What you have to do: The records that follow should be retyped word for word.

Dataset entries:
▬▬▬▬▬▬
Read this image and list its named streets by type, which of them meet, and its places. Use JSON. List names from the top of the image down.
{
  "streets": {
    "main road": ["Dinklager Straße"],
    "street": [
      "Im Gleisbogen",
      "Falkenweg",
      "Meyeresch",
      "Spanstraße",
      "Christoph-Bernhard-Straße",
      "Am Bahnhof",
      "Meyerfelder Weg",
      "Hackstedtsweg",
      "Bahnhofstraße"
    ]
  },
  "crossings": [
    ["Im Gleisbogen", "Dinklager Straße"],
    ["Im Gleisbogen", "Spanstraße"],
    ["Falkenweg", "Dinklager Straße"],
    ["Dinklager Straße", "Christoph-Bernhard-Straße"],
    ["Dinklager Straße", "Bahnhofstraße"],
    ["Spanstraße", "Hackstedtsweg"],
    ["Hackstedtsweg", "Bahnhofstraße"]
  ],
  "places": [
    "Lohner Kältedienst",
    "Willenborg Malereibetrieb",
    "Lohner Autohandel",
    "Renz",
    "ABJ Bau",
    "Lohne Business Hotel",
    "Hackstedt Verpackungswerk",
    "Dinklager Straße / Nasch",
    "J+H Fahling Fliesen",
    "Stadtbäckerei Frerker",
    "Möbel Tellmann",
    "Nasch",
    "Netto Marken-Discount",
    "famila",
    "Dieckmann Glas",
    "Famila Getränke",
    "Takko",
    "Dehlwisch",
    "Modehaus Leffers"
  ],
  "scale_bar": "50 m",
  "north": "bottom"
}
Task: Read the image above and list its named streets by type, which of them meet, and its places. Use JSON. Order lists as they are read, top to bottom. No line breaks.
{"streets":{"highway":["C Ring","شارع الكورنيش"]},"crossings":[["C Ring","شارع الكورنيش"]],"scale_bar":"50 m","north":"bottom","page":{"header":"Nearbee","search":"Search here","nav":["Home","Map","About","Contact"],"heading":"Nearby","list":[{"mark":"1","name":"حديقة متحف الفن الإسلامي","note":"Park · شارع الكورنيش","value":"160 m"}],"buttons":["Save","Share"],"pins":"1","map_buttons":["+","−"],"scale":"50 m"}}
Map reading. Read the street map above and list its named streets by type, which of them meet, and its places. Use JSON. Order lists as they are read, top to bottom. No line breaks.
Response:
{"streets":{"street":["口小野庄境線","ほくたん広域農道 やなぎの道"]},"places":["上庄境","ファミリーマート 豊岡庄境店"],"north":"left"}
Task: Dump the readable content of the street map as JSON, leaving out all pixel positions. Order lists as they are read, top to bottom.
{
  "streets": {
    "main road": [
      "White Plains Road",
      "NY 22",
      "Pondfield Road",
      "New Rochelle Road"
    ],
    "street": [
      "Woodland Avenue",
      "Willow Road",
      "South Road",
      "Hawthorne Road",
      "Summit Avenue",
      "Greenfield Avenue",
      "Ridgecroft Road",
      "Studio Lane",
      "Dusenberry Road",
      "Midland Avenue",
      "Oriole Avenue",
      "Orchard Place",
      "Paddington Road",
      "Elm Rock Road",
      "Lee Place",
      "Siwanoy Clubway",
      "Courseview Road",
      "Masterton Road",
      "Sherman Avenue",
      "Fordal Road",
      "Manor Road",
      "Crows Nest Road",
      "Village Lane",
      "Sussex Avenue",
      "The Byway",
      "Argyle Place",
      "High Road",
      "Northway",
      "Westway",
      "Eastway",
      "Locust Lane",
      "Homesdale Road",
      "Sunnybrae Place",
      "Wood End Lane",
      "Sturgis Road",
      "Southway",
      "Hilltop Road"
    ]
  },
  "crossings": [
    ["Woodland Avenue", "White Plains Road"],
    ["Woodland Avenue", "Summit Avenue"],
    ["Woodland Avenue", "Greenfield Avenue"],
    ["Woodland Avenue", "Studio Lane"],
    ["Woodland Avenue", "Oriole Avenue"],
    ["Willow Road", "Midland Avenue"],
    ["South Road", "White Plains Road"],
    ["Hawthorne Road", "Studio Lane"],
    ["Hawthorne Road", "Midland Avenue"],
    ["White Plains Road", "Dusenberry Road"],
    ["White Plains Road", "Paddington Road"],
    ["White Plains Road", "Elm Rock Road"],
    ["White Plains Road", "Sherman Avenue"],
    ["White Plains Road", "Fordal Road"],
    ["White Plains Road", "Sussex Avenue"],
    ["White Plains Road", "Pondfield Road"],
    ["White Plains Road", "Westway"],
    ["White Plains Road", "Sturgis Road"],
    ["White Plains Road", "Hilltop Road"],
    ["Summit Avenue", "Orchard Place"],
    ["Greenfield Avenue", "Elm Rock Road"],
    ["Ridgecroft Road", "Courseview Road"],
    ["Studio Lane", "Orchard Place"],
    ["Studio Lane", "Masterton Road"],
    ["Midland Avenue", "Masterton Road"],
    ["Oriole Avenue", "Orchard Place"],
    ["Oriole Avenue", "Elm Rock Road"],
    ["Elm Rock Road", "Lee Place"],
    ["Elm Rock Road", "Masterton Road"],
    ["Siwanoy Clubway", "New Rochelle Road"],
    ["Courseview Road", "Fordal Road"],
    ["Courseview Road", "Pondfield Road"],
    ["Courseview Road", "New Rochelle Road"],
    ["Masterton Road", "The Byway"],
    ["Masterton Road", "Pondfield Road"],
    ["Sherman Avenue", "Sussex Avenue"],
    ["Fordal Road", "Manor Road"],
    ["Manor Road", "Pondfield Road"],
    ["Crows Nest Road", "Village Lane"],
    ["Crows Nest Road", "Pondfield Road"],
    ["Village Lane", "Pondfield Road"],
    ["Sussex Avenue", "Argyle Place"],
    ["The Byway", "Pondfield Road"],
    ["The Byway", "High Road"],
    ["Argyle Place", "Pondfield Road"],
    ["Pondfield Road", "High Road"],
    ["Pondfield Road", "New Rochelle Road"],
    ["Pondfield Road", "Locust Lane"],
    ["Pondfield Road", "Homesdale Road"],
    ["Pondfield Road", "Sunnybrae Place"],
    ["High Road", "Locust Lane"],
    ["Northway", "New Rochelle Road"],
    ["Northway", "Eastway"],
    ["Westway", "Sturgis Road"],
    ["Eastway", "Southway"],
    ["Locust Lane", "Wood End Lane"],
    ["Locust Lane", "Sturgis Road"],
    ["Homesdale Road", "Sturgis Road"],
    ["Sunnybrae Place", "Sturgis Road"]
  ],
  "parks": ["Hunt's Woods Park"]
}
▬▬▬▬▬▬
Result of the exercise:
Read this image and list its named streets by type, which of them meet, and its places. Use JSON. List names from the top of the image down.
{
  "streets": {
    "main road": ["Dinklager Straße"],
    "street": [
      "Im Gleisbogen",
      "Falkenweg",
      "Meyeresch",
      "Spanstraße",
      "Christoph-Bernhard-Straße",
      "Am Bahnhof",
      "Meyerfelder Weg",
      "Hackstedtsweg",
      "Bahnhofstraße"
    ]
  },
  "crossings": [
    ["Im Gleisbogen", "Dinklager Straße"],
    ["Im Gleisbogen", "Spanstraße"],
    ["Falkenweg", "Dinklager Straße"],
    ["Dinklager Straße", "Christoph-Bernhard-Straße"],
    ["Dinklager Straße", "Bahnhofstraße"],
    ["Spanstraße", "Hackstedtsweg"],
    ["Hackstedtsweg", "Bahnhofstraße"]
  ],
  "places": [
    "Lohner Kältedienst",
    "Willenborg Malereibetrieb",
    "Lohner Autohandel",
    "Renz",
    "ABJ Bau",
    "Lohne Business Hotel",
    "Hackstedt Verpackungswerk",
    "Dinklager Straße / Nasch",
    "J+H Fahling Fliesen",
    "Stadtbäckerei Frerker",
    "Möbel Tellmann",
    "Nasch",
    "Netto Marken-Discount",
    "famila",
    "Dieckmann Glas",
    "Famila Getränke",
    "Takko",
    "Dehlwisch",
    "Modehaus Leffers"
  ],
  "scale_bar": "50 m",
  "north": "bottom"
}
Task: Read the image above and list its named streets by type, which of them meet, and its places. Use JSON. Order lists as they are read, top to bottom. No line breaks.
{"streets":{"highway":["C Ring","شارع الكورنيش"]},"crossings":[["C Ring","شارع الكورنيش"]],"scale_bar":"50 m","north":"bottom","page":{"header":"Nearbee","search":"Search here","nav":["Home","Map","About","Contact"],"heading":"Nearby","list":[{"mark":"1","name":"حديقة متحف الفن الإسلامي","note":"Park · شارع الكورنيش","value":"160 m"}],"buttons":["Save","Share"],"pins":"1","map_buttons":["+","−"],"scale":"50 m"}}
Map reading. Read the street map above and list its named streets by type, which of them meet, and its places. Use JSON. Order lists as they are read, top to bottom. No line breaks.
Response:
{"streets":{"street":["口小野庄境線","ほくたん広域農道 やなぎの道"]},"places":["上庄境","ファミリーマート 豊岡庄境店"],"north":"left"}
Task: Dump the readable content of the street map as JSON, leaving out all pixel positions. Order lists as they are read, top to bottom.
{
  "streets": {
    "main road": [
      "White Plains Road",
      "NY 22",
      "Pondfield Road",
      "New Rochelle Road"
    ],
    "street": [
      "Woodland Avenue",
      "Willow Road",
      "South Road",
      "Hawthorne Road",
      "Summit Avenue",
      "Greenfield Avenue",
      "Ridgecroft Road",
      "Studio Lane",
      "Dusenberry Road",
      "Midland Avenue",
      "Oriole Avenue",
      "Orchard Place",
      "Paddington Road",
      "Elm Rock Road",
      "Lee Place",
      "Siwanoy Clubway",
      "Courseview Road",
      "Masterton Road",
      "Sherman Avenue",
      "Fordal Road",
      "Manor Road",
      "Crows Nest Road",
      "Village Lane",
      "Sussex Avenue",
      "The Byway",
      "Argyle Place",
      "High Road",
      "Northway",
      "Westway",
      "Eastway",
      "Locust Lane",
      "Homesdale Road",
      "Sunnybrae Place",
      "Wood End Lane",
      "Sturgis Road",
      "Southway",
      "Hilltop Road"
    ]
  },
  "crossings": [
    ["Woodland Avenue", "White Plains Road"],
    ["Woodland Avenue", "Summit Avenue"],
    ["Woodland Avenue", "Greenfield Avenue"],
    ["Woodland Avenue", "Studio Lane"],
    ["Woodland Avenue", "Oriole Avenue"],
    ["Willow Road", "Midland Avenue"],
    ["South Road", "White Plains Road"],
    ["Hawthorne Road", "Studio Lane"],
    ["Hawthorne Road", "Midland Avenue"],
    ["White Plains Road", "Dusenberry Road"],
    ["White Plains Road", "Paddington Road"],
    ["White Plains Road", "Elm Rock Road"],
    ["White Plains Road", "Sherman Avenue"],
    ["White Plains Road", "Fordal Road"],
    ["White Plains Road", "Sussex Avenue"],
    ["White Plains Road", "Pondfield Road"],
    ["White Plains Road", "Westway"],
    ["White Plains Road", "Sturgis Road"],
    ["White Plains Road", "Hilltop Road"],
    ["Summit Avenue", "Orchard Place"],
    ["Greenfield Avenue", "Elm Rock Road"],
    ["Ridgecroft Road", "Courseview Road"],
    ["Studio Lane", "Orchard Place"],
    ["Studio Lane", "Masterton Road"],
    ["Midland Avenue", "Masterton Road"],
    ["Oriole Avenue", "Orchard Place"],
    ["Oriole Avenue", "Elm Rock Road"],
    ["Elm Rock Road", "Lee Place"],
    ["Elm Rock Road", "Masterton Road"],
    ["Siwanoy Clubway", "New Rochelle Road"],
    ["Courseview Road", "Fordal Road"],
    ["Courseview Road", "Pondfield Road"],
    ["Courseview Road", "New Rochelle Road"],
    ["Masterton Road", "The Byway"],
    ["Masterton Road", "Pondfield Road"],
    ["Sherman Avenue", "Sussex Avenue"],
    ["Fordal Road", "Manor Road"],
    ["Manor Road", "Pondfield Road"],
    ["Crows Nest Road", "Village Lane"],
    ["Crows Nest Road", "Pondfield Road"],
    ["Village Lane", "Pondfield Road"],
    ["Sussex Avenue", "Argyle Place"],
    ["The Byway", "Pondfield Road"],
    ["The Byway", "High Road"],
    ["Argyle Place", "Pondfield Road"],
    ["Pondfield Road", "High Road"],
    ["Pondfield Road", "New Rochelle Road"],
    ["Pondfield Road", "Locust Lane"],
    ["Pondfield Road", "Homesdale Road"],
    ["Pondfield Road", "Sunnybrae Place"],
    ["High Road", "Locust Lane"],
    ["Northway", "New Rochelle Road"],
    ["Northway", "Eastway"],
    ["Westway", "Sturgis Road"],
    ["Eastway", "Southway"],
    ["Locust Lane", "Wood End Lane"],
    ["Locust Lane", "Sturgis Road"],
    ["Homesdale Road", "Sturgis Road"],
    ["Sunnybrae Place", "Sturgis Road"]
  ],
  "parks": ["Hunt's Woods Park"]
}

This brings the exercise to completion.